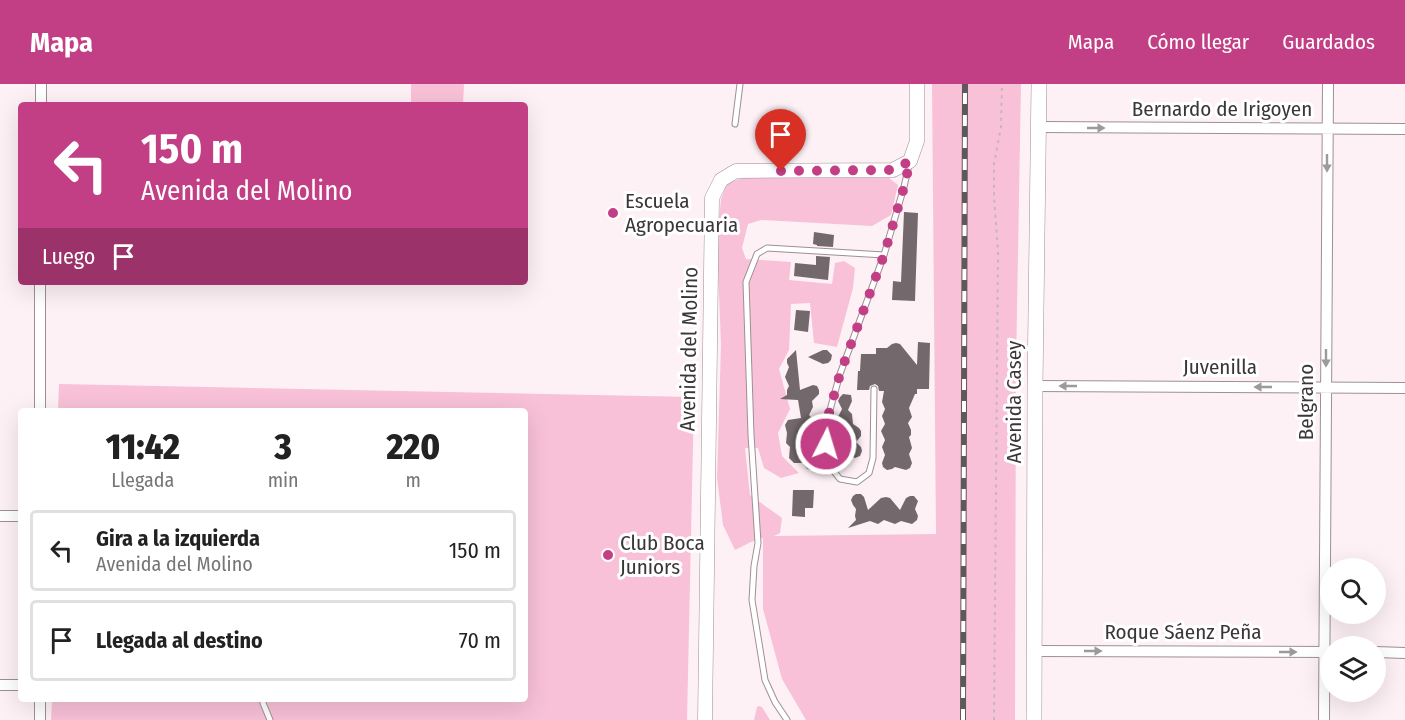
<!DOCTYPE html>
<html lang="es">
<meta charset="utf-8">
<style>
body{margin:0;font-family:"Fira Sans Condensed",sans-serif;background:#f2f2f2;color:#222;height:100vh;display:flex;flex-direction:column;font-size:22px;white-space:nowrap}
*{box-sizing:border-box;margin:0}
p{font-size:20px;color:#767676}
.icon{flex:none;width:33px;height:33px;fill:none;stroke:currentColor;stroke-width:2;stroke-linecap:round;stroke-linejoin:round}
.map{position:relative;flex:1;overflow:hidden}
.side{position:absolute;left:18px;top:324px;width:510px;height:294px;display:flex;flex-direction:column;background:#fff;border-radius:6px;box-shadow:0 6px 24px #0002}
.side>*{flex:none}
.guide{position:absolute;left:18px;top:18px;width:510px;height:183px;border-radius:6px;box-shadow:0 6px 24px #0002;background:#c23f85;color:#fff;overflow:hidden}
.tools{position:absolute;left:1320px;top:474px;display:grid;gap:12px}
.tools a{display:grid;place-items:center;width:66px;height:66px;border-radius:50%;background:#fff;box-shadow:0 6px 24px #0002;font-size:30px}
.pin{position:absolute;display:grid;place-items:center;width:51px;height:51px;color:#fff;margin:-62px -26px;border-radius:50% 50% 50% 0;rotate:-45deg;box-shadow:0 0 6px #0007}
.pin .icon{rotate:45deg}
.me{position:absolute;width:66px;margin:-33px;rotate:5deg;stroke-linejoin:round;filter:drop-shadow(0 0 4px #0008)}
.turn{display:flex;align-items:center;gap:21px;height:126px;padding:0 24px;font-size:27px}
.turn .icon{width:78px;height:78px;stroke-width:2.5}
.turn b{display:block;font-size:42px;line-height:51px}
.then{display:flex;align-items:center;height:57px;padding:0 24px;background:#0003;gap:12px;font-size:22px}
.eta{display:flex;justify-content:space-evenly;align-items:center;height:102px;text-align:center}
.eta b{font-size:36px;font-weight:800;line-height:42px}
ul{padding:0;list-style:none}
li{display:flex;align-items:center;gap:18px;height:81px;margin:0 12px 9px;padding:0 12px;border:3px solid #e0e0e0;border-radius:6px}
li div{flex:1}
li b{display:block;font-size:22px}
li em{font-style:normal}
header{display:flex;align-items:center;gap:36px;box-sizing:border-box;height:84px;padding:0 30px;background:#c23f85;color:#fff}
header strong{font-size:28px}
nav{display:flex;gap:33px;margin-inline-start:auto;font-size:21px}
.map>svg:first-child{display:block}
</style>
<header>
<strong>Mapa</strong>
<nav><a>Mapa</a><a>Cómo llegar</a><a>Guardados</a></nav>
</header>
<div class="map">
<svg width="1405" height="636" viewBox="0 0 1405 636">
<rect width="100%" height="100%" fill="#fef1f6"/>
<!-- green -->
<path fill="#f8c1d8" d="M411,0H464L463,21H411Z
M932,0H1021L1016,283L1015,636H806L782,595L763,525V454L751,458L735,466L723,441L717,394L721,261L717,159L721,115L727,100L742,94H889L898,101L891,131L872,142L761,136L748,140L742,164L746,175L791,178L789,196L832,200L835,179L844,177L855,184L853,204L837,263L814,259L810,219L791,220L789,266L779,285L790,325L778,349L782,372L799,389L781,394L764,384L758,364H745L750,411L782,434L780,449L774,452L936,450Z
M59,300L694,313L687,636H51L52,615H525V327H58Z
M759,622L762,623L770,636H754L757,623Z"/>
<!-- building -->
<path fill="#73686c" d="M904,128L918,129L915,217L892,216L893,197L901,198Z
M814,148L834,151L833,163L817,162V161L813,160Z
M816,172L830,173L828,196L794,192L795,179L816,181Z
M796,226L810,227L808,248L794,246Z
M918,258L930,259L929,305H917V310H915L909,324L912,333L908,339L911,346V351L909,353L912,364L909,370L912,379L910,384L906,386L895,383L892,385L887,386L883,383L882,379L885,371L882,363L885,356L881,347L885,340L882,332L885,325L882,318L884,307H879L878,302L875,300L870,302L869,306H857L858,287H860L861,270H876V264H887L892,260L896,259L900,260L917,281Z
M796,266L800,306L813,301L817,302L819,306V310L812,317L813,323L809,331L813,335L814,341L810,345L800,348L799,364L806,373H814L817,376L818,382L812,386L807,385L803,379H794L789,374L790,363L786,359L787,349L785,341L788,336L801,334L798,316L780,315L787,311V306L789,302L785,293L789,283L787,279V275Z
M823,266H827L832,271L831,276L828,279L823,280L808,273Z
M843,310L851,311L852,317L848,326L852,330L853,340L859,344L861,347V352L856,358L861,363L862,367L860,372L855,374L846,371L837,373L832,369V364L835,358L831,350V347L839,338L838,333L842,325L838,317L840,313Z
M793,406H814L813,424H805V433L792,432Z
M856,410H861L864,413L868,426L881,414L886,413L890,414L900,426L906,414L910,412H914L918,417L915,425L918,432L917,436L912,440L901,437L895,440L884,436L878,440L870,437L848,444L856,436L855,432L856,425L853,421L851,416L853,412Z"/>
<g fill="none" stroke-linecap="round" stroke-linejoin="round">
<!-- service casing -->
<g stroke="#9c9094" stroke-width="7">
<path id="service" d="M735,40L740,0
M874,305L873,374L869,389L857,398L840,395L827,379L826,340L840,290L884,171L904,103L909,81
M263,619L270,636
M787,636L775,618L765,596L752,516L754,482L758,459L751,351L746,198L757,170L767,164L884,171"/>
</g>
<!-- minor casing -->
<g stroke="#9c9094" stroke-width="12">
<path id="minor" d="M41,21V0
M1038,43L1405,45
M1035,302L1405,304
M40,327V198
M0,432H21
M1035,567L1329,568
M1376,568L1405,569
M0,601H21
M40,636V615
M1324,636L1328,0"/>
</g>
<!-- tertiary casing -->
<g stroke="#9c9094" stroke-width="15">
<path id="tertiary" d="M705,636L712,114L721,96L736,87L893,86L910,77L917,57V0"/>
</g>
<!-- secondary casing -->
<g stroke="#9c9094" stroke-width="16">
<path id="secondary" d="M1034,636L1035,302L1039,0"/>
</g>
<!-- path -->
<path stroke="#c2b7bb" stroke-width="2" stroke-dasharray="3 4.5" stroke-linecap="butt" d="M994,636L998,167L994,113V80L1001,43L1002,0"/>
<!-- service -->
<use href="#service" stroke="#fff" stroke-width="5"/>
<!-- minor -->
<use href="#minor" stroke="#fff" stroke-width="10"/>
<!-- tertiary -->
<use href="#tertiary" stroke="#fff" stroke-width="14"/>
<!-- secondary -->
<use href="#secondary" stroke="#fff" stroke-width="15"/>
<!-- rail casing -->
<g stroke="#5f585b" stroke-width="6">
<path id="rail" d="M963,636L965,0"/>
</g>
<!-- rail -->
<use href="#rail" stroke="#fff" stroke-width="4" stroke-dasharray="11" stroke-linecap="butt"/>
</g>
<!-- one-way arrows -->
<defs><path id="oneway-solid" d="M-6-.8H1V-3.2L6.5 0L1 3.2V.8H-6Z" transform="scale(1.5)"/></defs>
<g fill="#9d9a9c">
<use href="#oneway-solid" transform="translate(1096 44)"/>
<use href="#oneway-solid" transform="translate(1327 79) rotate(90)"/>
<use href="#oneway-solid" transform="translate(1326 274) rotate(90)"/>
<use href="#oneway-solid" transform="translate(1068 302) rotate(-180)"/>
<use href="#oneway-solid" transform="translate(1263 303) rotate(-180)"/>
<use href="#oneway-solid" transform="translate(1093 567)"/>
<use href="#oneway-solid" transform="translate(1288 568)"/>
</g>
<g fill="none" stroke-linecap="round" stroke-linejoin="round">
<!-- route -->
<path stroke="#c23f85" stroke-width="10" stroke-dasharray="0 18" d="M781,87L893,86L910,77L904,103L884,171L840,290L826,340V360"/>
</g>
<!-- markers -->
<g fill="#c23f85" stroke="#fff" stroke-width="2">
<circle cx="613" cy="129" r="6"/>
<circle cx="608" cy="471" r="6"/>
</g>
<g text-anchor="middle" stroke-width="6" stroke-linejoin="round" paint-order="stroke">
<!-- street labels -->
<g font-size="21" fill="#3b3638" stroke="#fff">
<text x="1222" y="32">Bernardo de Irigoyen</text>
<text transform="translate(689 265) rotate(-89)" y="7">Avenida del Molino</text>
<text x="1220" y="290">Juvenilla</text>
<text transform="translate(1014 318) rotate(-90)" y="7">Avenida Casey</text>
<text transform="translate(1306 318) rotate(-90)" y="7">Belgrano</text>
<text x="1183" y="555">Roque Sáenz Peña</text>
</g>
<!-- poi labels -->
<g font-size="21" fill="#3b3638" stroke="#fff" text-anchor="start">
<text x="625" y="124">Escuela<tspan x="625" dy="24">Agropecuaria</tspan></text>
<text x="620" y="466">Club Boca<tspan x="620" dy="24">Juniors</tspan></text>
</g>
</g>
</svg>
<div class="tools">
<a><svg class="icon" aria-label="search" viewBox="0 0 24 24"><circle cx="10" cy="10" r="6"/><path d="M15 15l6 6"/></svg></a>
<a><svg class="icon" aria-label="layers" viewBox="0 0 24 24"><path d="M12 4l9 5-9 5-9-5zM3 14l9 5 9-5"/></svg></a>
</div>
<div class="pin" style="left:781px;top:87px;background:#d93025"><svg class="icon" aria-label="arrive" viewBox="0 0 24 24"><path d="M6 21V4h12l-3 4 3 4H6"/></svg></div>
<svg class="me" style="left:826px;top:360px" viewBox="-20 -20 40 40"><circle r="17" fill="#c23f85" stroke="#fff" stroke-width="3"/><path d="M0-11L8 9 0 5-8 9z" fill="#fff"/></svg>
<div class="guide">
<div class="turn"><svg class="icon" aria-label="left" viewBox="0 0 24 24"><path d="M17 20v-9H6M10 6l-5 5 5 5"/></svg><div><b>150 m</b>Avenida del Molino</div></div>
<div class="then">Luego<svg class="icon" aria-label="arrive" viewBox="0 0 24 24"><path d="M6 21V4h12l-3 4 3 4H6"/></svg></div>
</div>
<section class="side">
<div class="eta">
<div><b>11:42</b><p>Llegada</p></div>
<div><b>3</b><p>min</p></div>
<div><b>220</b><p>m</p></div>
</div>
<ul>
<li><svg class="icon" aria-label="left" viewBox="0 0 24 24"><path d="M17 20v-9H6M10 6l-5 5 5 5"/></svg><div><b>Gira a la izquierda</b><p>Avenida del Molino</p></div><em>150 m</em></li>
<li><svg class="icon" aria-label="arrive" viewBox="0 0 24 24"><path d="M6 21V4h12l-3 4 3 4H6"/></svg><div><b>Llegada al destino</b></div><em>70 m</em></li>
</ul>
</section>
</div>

Work request:
Since only a count is wanted, give the number of lines in the listing that contain the word "minor".

Reply to the task:
4